No entanto, o que é mostra inusitada atualidade hoje é a ameaça de sentenciamento em massa dos idosos através da pandemia. Carrascos eruditos, disfarçados de especialistas em saúde pública, dominam os espaços na imprensa e na televisão. A sentença de morte, embrulhada em fino pacote de hipocrisia, invoca um ritual pagão embalado pela covid-19. Eles pretendem imolar avós e avôs, negando-lhes o “último leito”, e o “último respirador artificial”. Primeiro, foram despojados do amor de filhos, netos e bisnetos pela tortura da quarentena. Agora, enfrentam a foice do assassinato disfarçado pela loteria do “último leito”. Em resumo: a morte dos idosos foi planificada, e justificada por razões de utilidade pública.
Estima-se que esta pandemia seja mais terrível que a “gripe espanhola” (que, na verdade, surgiu no Kansas, nos Estados Unidos). Entre 1918 e 1920, aquela pandemia matou 40 milhões, e os números ainda são controversos. Somente no Chile foram 40 mil.
A covid-19 já registra quase 500 mil mortes em todo o mundo. O Chile já se aproxima das 8 mil vítimas, ou talvez mais, quando as estatísticas incluírem os casos considerados “suspeitos”, mas que não são acrescentados aos números oficiais.
Estamos sofrendo – neste caso, como em outras áreas –, os efeitos de nossa infeliz história. A pandemia nos pegou indefesos. A ditadura transformou saúde pública e a educação em sal e água. Conquistas históricas do povo que se tornaram troféus do mercado. Surgiram luxuosos hotéis-clínica particulares, como os de Miami. Hospitais públicos e consultórios municipais tornaram-se covas para os mais carentes. Em 1979, através de uma lei, a ditadura do mercado livre destruiu o Serviço Nacional de Saúde, criado em 1952. Aquela política havia sido fruto de anos de luta de trabalhadores, médicos e funcionários da saúde, para unificar e fortalecer o serviço público. A conquista foi iniciada em 1939 pelo médico Salvador Allende Gossens, ministro da Saúde do presidente Pedro Aguirre Cerda, no governo da Frente Popular.

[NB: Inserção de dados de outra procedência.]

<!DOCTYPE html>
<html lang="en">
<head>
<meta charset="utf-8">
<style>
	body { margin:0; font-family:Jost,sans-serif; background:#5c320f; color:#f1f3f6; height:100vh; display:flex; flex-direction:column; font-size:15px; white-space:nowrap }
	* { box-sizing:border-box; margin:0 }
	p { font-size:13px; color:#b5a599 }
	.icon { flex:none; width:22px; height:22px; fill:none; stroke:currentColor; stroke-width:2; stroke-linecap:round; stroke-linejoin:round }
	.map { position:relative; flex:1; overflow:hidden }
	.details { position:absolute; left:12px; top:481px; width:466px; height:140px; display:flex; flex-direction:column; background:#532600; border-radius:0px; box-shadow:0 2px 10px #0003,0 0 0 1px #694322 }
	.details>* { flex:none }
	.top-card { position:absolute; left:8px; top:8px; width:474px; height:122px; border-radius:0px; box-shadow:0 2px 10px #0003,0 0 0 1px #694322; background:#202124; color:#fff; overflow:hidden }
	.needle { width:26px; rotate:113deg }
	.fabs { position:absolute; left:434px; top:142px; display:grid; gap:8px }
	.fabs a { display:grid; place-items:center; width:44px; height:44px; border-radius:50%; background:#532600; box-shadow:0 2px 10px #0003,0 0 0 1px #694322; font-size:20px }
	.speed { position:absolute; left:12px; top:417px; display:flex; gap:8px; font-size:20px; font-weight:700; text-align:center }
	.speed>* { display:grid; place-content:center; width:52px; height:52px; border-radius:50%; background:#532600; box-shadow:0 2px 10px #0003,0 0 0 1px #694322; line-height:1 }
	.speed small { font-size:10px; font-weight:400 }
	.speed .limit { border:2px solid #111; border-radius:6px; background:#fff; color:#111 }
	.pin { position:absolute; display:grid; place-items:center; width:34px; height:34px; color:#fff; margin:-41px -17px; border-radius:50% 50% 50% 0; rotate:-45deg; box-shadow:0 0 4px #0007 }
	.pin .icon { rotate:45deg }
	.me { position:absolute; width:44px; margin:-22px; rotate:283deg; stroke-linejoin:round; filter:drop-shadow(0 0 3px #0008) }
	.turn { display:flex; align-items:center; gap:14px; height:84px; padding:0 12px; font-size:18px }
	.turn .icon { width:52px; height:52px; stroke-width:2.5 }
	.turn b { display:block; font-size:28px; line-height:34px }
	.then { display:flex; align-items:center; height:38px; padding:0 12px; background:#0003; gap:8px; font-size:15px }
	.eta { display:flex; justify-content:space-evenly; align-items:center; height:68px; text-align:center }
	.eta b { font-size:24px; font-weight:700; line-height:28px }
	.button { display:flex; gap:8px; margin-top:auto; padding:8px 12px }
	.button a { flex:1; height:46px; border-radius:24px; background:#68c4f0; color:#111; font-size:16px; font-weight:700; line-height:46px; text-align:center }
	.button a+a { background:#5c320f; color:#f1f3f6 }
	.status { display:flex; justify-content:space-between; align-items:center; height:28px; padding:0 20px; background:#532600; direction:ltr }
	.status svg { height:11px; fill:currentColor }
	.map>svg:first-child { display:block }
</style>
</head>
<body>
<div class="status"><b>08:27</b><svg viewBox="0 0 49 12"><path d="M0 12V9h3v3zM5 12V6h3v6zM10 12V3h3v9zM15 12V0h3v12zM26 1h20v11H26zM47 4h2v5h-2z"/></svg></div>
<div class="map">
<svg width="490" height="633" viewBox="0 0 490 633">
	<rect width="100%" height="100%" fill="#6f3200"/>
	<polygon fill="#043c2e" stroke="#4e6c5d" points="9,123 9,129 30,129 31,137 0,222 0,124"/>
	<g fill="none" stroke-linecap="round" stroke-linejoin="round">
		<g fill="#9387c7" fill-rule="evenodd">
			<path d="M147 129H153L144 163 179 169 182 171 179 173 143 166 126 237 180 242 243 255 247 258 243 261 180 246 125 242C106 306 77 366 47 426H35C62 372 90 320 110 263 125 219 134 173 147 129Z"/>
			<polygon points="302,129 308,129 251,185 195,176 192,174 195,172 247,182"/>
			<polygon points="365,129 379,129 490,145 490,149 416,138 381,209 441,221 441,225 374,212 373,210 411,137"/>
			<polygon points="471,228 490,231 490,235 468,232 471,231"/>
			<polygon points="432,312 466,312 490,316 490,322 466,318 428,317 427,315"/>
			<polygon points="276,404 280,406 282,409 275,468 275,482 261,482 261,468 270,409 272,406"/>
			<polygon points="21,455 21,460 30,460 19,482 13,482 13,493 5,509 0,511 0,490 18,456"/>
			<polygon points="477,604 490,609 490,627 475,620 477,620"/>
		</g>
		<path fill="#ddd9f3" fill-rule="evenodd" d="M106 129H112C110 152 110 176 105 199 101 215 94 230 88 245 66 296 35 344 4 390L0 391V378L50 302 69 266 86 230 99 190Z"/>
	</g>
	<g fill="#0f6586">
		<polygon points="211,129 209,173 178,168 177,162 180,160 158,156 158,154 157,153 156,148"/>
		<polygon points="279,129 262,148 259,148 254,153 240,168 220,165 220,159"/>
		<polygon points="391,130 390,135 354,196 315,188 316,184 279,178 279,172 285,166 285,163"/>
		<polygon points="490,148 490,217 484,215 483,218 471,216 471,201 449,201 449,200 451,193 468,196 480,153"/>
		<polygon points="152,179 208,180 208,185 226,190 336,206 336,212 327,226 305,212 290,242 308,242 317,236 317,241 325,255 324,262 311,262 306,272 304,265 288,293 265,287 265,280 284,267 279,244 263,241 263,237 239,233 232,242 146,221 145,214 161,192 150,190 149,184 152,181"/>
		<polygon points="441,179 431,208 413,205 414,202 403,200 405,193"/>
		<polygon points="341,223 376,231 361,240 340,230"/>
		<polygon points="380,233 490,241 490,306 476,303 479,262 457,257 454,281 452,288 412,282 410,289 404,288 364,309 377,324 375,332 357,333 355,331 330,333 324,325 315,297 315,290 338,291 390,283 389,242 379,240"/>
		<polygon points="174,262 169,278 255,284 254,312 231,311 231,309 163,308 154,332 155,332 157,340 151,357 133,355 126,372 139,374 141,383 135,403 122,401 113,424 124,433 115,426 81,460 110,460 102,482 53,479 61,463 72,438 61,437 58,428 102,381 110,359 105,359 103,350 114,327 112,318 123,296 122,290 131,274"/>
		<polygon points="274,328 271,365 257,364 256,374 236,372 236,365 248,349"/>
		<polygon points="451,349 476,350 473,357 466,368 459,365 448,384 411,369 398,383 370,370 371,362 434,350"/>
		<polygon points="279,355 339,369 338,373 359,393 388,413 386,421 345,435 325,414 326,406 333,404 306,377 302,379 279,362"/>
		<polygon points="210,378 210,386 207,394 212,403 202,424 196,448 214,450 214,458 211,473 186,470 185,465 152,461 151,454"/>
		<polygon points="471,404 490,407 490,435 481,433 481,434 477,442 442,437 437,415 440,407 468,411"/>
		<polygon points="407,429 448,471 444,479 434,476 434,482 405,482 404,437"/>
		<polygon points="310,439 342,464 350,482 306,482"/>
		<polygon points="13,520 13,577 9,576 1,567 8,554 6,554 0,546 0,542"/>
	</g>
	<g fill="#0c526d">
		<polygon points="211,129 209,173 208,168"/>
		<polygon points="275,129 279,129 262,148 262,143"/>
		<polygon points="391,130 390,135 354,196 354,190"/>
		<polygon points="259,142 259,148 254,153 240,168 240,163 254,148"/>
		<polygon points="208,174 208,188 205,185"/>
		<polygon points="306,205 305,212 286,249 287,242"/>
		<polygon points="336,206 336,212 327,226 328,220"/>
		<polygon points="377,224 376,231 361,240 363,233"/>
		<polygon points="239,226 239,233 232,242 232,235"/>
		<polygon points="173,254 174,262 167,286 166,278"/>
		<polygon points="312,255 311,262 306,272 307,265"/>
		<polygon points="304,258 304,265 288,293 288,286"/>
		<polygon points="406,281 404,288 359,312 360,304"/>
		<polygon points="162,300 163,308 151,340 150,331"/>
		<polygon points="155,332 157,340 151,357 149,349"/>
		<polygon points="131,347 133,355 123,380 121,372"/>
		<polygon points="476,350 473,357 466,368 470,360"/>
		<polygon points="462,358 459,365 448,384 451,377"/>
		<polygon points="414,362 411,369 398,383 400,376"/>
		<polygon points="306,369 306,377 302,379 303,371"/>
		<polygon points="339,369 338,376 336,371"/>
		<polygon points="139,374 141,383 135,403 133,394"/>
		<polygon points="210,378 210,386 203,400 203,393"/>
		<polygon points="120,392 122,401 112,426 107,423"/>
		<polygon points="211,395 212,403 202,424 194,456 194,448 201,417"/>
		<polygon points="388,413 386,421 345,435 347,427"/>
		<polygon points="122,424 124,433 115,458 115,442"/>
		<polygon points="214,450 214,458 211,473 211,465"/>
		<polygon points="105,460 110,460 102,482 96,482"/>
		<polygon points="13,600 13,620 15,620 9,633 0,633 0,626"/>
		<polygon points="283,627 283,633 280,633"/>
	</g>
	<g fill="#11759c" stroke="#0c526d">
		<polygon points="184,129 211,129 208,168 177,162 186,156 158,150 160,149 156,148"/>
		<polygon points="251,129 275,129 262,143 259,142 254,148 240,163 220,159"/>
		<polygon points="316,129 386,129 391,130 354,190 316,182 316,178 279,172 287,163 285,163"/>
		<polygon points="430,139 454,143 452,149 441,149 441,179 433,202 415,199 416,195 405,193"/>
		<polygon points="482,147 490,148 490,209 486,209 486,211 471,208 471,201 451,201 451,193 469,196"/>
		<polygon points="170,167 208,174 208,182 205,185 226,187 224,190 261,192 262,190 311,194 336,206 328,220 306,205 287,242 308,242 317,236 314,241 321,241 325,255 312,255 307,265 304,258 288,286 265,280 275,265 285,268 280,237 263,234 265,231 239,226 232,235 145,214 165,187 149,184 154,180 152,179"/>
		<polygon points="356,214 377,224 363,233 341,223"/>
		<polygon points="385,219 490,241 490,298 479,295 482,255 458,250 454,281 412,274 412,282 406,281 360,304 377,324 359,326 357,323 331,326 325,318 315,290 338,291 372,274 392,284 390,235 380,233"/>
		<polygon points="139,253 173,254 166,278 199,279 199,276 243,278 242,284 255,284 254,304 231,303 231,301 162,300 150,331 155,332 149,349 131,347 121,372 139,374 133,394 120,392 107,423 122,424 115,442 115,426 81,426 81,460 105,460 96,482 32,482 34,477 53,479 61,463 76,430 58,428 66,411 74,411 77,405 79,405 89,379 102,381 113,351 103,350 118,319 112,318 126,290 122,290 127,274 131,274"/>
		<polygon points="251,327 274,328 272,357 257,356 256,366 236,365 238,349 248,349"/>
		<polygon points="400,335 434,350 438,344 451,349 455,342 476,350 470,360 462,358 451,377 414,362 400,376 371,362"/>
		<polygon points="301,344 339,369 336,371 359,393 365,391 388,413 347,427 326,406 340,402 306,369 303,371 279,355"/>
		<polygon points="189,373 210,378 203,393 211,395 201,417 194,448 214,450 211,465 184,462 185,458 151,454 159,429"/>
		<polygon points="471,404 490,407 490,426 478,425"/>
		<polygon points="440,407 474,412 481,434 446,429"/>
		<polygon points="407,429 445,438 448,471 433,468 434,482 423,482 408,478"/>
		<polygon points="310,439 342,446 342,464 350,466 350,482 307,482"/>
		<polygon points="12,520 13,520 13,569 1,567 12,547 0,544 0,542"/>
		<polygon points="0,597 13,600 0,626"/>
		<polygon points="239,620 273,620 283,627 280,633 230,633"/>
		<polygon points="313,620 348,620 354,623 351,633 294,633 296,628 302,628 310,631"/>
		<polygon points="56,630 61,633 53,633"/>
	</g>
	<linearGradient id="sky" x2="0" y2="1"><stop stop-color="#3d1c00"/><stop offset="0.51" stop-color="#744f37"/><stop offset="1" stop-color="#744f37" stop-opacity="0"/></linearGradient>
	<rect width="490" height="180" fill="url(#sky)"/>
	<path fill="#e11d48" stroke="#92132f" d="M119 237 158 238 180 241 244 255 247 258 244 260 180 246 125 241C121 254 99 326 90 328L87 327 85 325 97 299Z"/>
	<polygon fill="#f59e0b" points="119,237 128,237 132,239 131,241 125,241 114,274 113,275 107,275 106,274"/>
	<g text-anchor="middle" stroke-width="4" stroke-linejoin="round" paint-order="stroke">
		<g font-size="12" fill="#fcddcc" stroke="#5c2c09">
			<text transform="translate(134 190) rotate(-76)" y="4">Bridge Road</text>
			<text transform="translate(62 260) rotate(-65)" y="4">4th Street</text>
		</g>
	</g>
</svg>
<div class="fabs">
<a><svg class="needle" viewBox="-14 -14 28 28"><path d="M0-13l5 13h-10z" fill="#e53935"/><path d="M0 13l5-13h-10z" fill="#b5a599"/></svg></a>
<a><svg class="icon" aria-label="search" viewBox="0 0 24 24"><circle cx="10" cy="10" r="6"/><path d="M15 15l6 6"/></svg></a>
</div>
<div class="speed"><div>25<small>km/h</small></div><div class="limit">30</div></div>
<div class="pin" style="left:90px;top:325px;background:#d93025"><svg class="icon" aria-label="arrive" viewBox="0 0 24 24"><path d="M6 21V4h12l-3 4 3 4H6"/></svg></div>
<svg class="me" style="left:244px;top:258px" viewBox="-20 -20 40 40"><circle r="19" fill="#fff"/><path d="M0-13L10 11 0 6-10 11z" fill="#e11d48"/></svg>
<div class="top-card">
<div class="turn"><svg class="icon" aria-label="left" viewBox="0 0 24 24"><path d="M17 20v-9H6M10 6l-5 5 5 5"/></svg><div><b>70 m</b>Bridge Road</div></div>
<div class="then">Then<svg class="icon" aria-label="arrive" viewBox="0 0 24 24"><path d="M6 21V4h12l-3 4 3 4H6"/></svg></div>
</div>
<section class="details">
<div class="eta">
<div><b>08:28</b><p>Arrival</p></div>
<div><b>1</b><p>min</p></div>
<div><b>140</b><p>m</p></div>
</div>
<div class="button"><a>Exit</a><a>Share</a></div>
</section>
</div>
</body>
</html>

A ditadura transformou a saúde pública em escombros, e os governos subsequentes pouco fizeram para reverter a situação. No entanto, o enorme esforço demonstrado pelos médicos e enfermeiras nos hospitais e consultórios municipais para enfrentar a pandemia, mesmo colocando em risco as suas próprias vidas, deve ser reconhecido. De fato, eles reivindicam o papel fundamental do Estado na proteção da saúde.
Nós, idosos, estamos cientes da ameaça que nos persegue. A “terceira idade”, um eufemismo repugnante para a velhice e usada para descrever aqueles com mais de 65 anos, representa no Chile cerca de 2,2 milhões de pessoas, 11% da população, o que inclui 40 mil imigrantes, que estão ainda mais à deriva que os idosos nativos do país. Pior ainda: maioria dos anciãos que ainda trabalham o fazem nos setores informais, sem direitos sociais, e agora sem poder trabalhar, pois a grande maioria tem empregos que não se podem adaptar ao trabalho em casa.

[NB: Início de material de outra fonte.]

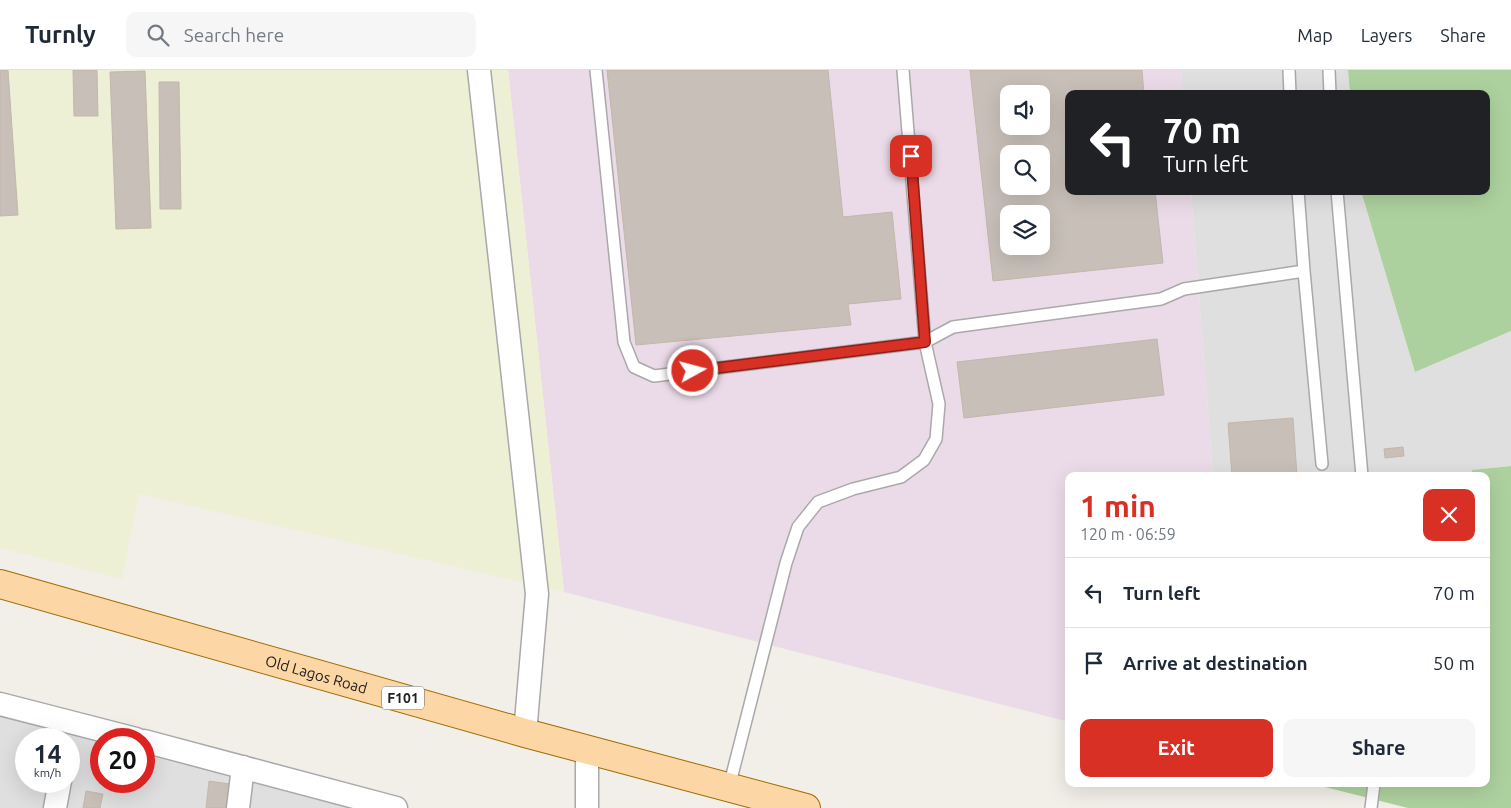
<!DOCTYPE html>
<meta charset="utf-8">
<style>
:root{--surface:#fff;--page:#f6f6f7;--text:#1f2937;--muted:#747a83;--line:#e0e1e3;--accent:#d93025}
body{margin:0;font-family:Ubuntu,sans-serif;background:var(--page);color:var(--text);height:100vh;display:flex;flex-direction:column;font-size:19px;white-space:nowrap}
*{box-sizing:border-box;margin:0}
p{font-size:16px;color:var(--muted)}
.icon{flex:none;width:28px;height:28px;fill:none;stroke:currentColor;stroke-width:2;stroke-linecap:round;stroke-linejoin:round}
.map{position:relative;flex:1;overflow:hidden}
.side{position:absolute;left:1065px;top:402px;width:425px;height:315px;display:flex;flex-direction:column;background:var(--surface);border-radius:10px;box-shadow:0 5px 20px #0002}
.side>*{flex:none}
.top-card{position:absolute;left:1065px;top:20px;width:425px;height:105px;border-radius:10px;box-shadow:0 5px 20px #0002;background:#202124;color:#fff;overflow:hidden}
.tools{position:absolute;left:1000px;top:15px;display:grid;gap:10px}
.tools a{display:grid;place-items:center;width:50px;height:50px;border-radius:10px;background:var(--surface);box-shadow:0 5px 20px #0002;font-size:25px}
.speed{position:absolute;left:15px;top:658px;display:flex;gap:10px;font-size:25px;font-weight:700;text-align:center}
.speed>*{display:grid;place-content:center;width:65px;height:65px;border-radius:50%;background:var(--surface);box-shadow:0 5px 20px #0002;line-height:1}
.speed small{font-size:12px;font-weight:400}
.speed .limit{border:8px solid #d22;background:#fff;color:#111}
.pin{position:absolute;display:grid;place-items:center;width:42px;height:42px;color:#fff;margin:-21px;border-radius:10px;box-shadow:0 2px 8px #0006}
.me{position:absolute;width:55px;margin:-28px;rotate:83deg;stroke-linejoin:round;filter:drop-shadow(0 0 4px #0008)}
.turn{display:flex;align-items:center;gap:18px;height:105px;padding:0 15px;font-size:22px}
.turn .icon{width:65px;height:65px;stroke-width:2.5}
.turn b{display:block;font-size:35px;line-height:42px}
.round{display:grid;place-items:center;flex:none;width:52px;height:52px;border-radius:10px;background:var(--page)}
.headline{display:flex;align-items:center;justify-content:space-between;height:85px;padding:0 15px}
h1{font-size:30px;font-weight:600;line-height:38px;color:var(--accent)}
.primary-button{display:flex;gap:10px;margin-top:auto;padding:10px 15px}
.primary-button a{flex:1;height:58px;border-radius:10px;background:var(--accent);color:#fff;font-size:20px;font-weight:600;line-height:58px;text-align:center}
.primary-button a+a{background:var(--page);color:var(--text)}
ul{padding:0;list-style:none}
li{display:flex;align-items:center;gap:15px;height:70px;padding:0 15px;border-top:1px solid var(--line)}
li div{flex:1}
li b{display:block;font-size:19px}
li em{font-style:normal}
header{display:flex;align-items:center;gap:30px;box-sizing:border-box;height:70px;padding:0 25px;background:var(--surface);border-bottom:1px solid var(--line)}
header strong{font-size:24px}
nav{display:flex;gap:28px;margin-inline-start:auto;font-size:18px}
.search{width:350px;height:45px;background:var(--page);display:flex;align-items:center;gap:12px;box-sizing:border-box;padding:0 18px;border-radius:10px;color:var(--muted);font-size:19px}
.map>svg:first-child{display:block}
</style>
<header>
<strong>Turnly</strong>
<div class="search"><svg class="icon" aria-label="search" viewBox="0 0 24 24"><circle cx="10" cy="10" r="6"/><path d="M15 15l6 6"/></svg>Search here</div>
<nav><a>Map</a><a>Layers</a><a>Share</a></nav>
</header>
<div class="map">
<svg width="1511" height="738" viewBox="0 0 1511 738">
<rect width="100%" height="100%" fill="#f2efe9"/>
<path fill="#e0dfdf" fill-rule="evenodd" d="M 1181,0 L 1348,0 L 1350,24 L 1183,24 Z
M 1191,121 L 1361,121 L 1415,302 L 1511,261 L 1511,396 L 1472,400 L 1473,406 L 1213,406 Z
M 0,639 L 101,669 L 101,711 L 144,711 L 144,678 L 362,738 L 0,738 ZM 26,669 L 69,669 L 69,711 L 26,711 Z"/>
<path fill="#ebdbe8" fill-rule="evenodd" d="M 508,0 L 1181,0 L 1183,24 L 1069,24 L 1069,121 L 1191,121 L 1213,406 L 1069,406 L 1069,652 L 564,522 ZM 1009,24 L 1041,24 L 1041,56 L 1009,56 ZM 1009,84 L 1041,84 L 1041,116 L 1009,116 ZM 1009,144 L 1041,144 L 1041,176 L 1009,176 Z"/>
<path fill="#eef0d5" d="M 0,0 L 508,0 L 564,522 L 139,424 L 122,509 L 0,478 Z"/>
<path fill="#add19e" d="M 1348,0 L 1511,0 L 1511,261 L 1415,302 L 1361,121 L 1486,121 L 1486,24 L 1350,24 Z
M 1511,396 L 1511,738 L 1408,738 L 1313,714 L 1486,714 L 1486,406 L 1473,406 L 1472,400 Z"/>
<path fill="#c7bfb8" stroke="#c4b6ab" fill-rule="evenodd" d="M 0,0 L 8,0 L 18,145 L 0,146 Z
M 73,0 L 97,0 L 98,46 L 74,46 Z
M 607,0 L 828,0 L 843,147 L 892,142 L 901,229 L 848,234 L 851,255 L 636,275 Z
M 970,0 L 1142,0 L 1144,24 L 1069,24 L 1069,121 L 1155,121 L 1163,193 L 993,211 ZM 1009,24 L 1041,24 L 1041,56 L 1009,56 ZM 1009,84 L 1041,84 L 1041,116 L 1009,116 ZM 1009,144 L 1041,144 L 1041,176 L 1009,176 Z
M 145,1 L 151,158 L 116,159 L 110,2 Z
M 159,12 L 179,12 L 181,139 L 160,139 Z
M 1157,269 L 1164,325 L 964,348 L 957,292 Z
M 1293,348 L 1297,406 L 1232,406 L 1228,353 Z
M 1403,377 L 1404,386 L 1385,388 L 1384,379 Z
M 209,711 L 230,714 L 227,738 L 206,738 Z
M 86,721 L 103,724 L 100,738 L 83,738 Z"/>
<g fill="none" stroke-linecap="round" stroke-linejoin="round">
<g stroke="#a9a9a9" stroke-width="14">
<path id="lane" d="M 596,0 L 624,272 L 634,297 L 654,306 L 925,272 L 953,257 L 1161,229 L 1184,219 L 1304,201 L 1298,121
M 1289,0 L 1290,24
M 1329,0 L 1330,24
M 1337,121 L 1362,406
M 1304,201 L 1322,394
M 729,717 L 786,493 L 798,457 L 818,432 L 853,419 L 901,407 L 924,390 L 936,369 L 939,334 L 925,272 L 903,0
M 1371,738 L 1374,714"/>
</g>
<g stroke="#a9a9a9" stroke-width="25">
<path id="street" d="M 479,0 L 537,524 L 525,663
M 0,634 L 136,669
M 144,671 L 396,738
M 587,679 L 587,738
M 55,738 L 60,711
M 238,738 L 243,697"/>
</g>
<g stroke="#a06b00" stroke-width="30">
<g id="primary">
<path id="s1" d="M 0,514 L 525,663 L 806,738"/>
</g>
</g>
<use href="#lane" stroke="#fff" stroke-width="11"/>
<use href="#street" stroke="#fff" stroke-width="22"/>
<use href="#primary" stroke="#fcd6a4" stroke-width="28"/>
</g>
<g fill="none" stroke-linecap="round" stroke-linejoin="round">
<g stroke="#8d1f18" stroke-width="12">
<path id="route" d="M 693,301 L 925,272 L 911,86"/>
</g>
<use href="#route" stroke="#d93025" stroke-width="9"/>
</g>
<g text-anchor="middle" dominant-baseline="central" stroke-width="5" stroke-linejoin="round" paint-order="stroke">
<rect fill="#fff" stroke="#646464" stroke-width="1" x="382" y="616.5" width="42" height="23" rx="4"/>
<g font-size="14" font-weight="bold" fill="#222">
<text x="403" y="628">F101</text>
</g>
<g font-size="15" fill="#222" stroke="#fff">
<text stroke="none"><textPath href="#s1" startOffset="329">Old Lagos Road</textPath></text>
</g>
</g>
</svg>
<div class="tools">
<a><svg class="icon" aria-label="sound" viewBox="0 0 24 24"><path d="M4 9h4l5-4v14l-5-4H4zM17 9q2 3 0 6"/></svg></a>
<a><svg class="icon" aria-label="search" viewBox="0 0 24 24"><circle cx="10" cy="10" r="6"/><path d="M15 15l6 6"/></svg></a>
<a><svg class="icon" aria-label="layers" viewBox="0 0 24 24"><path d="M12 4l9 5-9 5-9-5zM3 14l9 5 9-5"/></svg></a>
</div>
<div class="speed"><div>14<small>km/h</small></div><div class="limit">20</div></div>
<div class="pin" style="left:911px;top:86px;background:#d93025"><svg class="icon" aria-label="arrive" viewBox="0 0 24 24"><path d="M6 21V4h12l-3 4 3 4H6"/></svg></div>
<svg class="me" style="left:693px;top:301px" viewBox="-20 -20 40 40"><circle r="17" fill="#d93025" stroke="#fff" stroke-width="3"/><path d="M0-11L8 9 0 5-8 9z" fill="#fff"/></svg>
<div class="top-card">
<div class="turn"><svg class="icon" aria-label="left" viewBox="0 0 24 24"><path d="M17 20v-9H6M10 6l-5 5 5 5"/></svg><div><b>70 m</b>Turn left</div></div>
</div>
<section class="side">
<div class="headline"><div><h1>1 min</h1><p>120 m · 06:59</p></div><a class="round" style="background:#d93025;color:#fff"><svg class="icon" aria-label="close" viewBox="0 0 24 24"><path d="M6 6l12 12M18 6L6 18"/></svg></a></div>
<ul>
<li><svg class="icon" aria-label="left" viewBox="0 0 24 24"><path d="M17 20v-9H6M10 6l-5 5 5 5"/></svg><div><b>Turn left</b></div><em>70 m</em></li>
<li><svg class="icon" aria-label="arrive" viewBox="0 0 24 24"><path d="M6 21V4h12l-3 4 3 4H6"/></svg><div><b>Arrive at destination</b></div><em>50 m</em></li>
</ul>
<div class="primary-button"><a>Exit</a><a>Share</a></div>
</section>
</div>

À sombra dos números do desemprego e da guilhotina do “último leito” e do “último respirador”, o que os idosos podem esperar? Sobreviver isolados e sujeitos à campanha de terror. Na antiguidade, os idosos eram simplesmente mortos porque eram inúteis para o trabalho. Vamos chegar a isso? É a incerteza do dia a dia dos idosos.
Não há dúvida de que este é o momento dos jovens. Bem-vinda seja esta nova era! Ainda mais depois da pandemia. Cabe aos jovens governar o mundo. Esperamos que eles se saiam melhor que nós.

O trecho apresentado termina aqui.